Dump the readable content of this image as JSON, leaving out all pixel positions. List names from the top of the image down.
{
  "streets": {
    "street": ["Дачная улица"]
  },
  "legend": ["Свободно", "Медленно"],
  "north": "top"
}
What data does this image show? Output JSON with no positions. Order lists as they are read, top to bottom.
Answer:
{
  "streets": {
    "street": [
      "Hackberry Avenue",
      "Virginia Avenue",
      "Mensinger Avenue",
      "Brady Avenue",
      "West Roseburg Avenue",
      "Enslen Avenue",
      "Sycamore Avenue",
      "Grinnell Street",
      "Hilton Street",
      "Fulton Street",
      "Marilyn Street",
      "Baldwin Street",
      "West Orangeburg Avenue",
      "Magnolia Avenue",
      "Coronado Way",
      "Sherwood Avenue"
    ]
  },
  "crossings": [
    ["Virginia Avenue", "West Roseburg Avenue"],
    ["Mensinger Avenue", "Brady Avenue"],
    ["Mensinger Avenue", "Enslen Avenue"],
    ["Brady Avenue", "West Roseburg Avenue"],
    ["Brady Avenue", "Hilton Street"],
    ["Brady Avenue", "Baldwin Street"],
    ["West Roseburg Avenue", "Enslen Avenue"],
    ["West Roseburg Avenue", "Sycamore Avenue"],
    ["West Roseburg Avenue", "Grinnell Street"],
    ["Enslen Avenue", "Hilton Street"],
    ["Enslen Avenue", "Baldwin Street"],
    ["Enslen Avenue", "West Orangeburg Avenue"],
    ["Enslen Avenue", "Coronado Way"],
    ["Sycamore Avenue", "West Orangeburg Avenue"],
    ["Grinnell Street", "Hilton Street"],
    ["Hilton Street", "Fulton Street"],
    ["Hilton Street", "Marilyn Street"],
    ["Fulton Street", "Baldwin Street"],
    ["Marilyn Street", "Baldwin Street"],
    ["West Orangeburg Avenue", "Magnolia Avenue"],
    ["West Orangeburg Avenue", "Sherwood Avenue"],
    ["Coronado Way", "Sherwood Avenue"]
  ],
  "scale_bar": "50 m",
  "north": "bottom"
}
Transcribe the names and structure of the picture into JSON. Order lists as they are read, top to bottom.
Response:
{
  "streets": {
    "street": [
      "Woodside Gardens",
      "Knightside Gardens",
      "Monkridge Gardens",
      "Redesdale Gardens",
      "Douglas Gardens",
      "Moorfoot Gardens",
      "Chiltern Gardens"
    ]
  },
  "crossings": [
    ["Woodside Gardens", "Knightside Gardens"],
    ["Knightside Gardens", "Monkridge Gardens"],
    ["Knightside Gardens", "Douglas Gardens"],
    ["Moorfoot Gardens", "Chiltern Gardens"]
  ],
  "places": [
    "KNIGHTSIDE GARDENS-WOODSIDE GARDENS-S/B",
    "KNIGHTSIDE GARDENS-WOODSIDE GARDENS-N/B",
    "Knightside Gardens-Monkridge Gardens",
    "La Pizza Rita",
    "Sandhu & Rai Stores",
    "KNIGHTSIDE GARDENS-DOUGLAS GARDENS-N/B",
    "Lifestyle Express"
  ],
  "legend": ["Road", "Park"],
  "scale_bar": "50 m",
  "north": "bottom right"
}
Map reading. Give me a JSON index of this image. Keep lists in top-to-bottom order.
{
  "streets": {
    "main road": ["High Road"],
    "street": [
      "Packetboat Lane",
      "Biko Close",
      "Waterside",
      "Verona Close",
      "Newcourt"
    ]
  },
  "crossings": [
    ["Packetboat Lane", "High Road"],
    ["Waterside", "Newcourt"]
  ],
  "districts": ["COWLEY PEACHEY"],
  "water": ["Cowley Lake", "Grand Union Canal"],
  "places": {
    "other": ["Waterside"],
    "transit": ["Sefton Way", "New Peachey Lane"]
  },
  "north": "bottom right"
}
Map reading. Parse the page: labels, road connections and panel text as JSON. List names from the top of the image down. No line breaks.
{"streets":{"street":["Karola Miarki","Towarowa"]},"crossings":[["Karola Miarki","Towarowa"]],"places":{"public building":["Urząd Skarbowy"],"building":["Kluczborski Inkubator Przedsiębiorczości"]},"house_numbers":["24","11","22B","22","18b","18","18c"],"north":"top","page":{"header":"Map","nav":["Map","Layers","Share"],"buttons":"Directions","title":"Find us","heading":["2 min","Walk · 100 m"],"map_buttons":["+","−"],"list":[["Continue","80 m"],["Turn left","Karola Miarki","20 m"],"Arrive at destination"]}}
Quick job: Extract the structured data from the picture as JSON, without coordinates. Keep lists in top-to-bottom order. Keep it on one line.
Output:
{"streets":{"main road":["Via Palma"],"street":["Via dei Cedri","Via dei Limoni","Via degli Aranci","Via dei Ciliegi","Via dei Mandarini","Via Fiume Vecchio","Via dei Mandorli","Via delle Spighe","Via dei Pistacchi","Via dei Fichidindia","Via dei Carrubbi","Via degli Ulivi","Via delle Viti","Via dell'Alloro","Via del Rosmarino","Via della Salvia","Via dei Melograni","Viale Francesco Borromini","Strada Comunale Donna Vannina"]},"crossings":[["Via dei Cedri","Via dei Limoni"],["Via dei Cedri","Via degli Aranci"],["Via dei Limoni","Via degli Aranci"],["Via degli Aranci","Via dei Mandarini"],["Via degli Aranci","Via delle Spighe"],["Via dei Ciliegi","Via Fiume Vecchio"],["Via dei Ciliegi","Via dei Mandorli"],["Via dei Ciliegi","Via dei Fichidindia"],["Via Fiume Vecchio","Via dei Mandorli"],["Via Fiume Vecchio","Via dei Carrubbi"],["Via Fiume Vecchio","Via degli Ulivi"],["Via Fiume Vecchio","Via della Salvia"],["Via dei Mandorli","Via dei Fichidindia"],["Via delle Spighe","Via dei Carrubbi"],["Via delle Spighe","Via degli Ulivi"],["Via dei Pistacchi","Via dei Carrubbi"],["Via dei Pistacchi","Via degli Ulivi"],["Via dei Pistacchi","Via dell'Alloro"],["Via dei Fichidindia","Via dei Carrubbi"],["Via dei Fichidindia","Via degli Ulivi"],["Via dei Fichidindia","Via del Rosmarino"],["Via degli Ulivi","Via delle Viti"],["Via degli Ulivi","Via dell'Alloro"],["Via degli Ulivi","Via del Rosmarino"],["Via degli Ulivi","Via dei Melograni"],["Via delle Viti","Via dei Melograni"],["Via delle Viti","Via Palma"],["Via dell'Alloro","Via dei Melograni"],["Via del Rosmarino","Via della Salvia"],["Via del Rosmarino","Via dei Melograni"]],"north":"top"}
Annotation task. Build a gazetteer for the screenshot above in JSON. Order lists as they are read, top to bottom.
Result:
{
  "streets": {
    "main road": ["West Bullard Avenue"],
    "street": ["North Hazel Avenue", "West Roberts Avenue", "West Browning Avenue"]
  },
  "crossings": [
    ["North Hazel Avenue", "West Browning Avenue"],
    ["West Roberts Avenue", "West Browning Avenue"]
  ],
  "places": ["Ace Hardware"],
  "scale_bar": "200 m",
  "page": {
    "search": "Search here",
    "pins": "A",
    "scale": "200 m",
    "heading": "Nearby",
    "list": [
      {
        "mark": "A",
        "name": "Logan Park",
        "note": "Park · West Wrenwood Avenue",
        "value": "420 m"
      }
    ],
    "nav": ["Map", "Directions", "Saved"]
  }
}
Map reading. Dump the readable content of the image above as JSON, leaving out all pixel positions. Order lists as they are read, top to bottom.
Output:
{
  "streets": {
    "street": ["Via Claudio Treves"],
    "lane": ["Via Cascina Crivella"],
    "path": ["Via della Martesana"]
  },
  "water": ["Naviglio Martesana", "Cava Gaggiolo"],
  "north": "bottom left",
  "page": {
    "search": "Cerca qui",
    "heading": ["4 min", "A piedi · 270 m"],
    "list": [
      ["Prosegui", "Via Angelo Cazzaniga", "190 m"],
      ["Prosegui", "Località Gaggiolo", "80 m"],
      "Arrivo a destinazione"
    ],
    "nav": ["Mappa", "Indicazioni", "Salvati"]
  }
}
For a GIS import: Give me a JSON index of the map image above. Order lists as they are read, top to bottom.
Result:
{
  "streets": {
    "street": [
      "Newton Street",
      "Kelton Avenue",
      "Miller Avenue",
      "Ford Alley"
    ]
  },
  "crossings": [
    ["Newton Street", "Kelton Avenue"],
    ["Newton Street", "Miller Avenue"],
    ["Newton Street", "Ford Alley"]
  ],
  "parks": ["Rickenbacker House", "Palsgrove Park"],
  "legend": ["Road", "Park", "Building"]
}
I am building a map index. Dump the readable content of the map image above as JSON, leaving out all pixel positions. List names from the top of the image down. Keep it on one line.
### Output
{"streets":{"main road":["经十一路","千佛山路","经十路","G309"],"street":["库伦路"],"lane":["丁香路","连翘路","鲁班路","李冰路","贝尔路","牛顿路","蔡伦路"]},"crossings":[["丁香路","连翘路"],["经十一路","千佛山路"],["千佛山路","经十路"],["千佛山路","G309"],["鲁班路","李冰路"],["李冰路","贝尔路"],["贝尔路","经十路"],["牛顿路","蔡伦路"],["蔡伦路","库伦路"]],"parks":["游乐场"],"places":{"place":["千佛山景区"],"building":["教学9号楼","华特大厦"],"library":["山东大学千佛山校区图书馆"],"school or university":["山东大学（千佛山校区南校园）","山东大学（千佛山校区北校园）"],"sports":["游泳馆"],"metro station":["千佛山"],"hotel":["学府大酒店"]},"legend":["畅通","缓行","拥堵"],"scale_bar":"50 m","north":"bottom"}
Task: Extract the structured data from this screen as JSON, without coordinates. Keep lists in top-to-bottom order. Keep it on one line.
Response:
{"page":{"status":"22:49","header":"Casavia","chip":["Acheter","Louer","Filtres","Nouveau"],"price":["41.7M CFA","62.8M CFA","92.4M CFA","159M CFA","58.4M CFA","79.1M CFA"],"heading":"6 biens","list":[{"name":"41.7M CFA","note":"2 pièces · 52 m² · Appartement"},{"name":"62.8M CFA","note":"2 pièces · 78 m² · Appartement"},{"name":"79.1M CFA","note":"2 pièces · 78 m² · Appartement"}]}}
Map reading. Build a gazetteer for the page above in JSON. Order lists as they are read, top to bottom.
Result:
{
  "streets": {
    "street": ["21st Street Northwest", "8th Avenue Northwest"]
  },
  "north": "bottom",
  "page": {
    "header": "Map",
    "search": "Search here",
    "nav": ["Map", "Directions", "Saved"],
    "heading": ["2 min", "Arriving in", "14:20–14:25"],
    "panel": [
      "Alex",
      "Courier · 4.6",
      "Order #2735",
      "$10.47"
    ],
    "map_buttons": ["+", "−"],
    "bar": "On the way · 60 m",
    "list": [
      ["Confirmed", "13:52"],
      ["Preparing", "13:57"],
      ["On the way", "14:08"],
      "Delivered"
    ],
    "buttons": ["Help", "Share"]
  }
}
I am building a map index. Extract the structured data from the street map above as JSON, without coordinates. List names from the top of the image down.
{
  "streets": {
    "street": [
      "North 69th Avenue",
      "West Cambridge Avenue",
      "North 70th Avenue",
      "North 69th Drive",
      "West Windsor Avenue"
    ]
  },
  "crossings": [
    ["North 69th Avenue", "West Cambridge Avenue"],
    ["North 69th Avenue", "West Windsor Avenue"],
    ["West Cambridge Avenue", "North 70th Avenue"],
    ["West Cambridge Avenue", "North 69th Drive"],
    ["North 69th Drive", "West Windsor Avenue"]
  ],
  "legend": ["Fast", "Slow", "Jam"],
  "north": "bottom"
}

---

_What the task requires:_
In the entries above, find each line that includes the string "gazetteer" and copy it.

_Response area:_
Annotation task. Build a gazetteer for the screenshot above in JSON. Order lists as they are read, top to bottom.
Map reading. Build a gazetteer for the page above in JSON. Order lists as they are read, top to bottom.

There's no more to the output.